Dataset items
• • • • •

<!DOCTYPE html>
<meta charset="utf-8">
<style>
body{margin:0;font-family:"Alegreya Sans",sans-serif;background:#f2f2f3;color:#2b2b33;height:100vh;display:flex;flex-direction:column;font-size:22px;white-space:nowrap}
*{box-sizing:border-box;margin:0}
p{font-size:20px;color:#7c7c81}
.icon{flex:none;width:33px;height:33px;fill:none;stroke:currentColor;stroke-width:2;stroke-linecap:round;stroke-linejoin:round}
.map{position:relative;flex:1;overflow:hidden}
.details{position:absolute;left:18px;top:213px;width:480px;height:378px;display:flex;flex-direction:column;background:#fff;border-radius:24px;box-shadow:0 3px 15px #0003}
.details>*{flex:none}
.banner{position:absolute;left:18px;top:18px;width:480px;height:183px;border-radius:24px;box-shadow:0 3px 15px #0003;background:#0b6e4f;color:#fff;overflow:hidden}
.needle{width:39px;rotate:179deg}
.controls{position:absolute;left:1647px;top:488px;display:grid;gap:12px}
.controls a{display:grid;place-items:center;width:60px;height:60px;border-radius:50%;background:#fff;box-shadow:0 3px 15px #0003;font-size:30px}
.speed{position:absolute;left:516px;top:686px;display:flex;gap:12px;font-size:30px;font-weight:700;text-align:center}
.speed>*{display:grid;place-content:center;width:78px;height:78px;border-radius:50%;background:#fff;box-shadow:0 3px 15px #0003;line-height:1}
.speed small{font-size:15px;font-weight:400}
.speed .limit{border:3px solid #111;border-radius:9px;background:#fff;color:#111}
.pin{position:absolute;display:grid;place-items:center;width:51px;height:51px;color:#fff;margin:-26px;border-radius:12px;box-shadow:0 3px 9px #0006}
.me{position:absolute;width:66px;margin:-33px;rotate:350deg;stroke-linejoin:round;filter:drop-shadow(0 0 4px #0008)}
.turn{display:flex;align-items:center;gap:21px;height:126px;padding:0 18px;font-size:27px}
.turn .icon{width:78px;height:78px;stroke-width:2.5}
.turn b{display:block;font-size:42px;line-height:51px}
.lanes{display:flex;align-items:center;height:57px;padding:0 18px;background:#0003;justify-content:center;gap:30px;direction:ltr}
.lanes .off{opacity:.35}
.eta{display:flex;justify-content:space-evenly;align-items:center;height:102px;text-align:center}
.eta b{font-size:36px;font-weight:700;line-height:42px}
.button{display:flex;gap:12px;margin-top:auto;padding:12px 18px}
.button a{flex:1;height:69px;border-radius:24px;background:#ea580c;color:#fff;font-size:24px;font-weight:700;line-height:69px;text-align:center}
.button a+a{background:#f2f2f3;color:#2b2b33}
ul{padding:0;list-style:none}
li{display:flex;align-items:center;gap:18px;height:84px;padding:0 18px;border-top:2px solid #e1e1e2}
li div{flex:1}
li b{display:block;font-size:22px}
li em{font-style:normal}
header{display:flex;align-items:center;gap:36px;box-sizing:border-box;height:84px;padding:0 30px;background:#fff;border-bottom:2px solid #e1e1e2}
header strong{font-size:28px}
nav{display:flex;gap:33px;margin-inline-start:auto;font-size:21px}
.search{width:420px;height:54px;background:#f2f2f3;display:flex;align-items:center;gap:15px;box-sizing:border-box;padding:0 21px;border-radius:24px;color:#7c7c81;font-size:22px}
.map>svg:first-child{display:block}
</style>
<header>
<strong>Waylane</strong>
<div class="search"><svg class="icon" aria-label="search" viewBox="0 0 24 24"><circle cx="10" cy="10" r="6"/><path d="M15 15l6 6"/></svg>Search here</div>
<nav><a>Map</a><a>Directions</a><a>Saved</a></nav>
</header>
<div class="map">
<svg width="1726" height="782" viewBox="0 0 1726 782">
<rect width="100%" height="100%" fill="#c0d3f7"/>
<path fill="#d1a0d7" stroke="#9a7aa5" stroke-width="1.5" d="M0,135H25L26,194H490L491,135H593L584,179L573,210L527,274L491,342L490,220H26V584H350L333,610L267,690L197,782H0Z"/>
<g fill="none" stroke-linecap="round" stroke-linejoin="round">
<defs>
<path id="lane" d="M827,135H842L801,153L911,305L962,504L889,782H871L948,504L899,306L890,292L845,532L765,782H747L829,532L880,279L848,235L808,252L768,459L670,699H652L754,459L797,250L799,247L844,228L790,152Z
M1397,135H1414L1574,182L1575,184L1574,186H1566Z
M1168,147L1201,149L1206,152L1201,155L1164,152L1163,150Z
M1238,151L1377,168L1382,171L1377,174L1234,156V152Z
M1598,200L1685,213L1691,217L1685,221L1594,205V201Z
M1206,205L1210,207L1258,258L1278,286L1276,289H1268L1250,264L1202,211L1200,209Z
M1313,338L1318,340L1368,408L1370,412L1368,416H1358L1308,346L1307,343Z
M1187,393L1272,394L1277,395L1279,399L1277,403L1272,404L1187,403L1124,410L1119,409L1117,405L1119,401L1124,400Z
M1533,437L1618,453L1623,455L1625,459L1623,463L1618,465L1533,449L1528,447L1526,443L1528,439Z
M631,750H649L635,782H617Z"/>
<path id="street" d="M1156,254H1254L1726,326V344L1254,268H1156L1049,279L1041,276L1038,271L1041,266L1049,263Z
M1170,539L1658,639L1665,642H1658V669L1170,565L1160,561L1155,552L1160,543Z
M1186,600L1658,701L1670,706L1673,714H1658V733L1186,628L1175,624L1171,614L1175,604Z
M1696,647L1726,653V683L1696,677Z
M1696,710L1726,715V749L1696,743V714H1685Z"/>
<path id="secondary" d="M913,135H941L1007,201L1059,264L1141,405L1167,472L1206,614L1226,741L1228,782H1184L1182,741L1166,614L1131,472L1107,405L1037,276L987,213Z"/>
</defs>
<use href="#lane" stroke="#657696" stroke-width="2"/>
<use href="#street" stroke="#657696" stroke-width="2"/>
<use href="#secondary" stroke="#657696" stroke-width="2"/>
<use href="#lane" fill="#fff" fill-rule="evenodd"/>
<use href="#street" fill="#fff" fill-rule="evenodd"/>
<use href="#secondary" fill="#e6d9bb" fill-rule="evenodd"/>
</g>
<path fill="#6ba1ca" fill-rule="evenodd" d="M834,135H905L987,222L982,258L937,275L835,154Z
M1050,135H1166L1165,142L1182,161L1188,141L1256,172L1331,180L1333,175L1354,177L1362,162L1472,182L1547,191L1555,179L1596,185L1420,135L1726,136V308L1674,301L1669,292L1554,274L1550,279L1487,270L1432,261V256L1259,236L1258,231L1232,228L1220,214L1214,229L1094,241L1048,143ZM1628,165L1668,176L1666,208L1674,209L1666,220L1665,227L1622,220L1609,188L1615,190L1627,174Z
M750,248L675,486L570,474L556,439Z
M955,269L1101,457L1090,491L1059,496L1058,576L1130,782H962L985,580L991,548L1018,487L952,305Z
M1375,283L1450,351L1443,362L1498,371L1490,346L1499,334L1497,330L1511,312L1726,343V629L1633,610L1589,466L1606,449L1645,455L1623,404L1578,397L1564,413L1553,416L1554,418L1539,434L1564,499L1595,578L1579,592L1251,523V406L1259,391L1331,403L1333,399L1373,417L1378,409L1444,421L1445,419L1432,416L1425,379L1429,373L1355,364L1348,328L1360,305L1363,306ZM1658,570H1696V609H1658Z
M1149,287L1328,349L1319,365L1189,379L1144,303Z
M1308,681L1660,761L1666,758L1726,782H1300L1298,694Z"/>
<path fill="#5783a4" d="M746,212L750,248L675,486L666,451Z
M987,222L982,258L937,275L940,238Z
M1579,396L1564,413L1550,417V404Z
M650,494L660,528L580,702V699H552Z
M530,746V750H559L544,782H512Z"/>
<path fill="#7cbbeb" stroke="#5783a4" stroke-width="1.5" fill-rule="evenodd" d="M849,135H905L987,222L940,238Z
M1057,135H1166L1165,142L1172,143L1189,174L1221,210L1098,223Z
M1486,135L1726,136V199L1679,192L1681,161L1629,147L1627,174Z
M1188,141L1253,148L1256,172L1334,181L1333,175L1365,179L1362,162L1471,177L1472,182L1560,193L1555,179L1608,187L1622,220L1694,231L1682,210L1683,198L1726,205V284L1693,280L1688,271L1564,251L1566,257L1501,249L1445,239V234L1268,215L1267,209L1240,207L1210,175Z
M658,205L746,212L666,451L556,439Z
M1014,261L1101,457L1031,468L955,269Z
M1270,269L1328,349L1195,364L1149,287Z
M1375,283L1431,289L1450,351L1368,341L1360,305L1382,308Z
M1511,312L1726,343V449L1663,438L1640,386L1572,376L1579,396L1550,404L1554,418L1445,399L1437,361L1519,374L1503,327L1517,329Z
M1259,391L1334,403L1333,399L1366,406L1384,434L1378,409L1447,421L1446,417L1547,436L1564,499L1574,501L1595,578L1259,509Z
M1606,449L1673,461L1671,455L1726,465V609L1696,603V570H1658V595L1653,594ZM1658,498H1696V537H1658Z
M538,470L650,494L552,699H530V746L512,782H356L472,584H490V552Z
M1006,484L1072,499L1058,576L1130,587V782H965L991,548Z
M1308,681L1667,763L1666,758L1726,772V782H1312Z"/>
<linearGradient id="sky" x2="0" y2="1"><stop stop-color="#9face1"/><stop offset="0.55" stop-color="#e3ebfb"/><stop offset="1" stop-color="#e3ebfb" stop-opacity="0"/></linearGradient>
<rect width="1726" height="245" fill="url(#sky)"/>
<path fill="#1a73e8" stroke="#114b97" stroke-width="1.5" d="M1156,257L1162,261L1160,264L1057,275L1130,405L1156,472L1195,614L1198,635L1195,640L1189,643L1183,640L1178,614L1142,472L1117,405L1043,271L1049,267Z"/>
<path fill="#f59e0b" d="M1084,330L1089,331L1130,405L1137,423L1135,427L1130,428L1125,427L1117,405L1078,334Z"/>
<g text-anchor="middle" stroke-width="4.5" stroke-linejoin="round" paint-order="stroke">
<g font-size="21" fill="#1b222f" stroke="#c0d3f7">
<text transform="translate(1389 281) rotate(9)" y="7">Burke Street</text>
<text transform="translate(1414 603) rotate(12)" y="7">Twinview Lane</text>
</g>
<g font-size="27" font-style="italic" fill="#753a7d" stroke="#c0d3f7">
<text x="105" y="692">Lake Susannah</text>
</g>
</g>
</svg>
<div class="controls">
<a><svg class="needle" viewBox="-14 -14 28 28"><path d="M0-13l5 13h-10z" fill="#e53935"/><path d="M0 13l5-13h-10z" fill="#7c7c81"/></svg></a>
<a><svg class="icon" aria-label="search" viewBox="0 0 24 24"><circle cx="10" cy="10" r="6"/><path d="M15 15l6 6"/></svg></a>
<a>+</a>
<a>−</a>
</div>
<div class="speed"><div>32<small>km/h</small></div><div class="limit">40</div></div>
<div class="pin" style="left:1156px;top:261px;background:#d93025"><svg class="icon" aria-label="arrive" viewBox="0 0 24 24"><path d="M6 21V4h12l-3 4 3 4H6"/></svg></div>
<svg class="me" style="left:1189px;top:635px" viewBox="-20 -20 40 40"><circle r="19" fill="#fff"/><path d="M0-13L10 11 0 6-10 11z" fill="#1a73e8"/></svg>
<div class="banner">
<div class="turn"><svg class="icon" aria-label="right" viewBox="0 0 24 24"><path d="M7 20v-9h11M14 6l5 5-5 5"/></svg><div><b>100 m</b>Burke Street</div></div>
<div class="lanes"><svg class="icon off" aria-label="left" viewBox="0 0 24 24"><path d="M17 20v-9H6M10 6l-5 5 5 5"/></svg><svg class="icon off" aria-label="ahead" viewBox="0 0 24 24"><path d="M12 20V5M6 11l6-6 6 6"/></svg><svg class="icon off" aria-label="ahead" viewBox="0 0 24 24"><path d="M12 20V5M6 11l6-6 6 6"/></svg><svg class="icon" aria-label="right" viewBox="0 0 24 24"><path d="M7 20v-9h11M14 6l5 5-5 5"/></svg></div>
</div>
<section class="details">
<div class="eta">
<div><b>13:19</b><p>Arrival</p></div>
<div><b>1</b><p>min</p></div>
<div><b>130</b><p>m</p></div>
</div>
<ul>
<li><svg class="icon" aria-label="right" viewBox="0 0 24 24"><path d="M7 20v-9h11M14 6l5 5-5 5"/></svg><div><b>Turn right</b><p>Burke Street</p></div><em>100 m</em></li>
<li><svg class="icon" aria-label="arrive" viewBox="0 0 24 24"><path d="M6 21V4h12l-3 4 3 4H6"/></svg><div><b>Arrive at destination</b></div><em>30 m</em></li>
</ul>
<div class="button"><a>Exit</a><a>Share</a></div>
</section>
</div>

• • • • •

» INSTRUCTIONS TO FOLLOW:
Look for the word "small". Copy out every line of the data that has it.

» RESPONSE AREA:
.speed small{font-size:15px;font-weight:400}
<div class="speed"><div>32<small>km/h</small></div><div class="limit">40</div></div>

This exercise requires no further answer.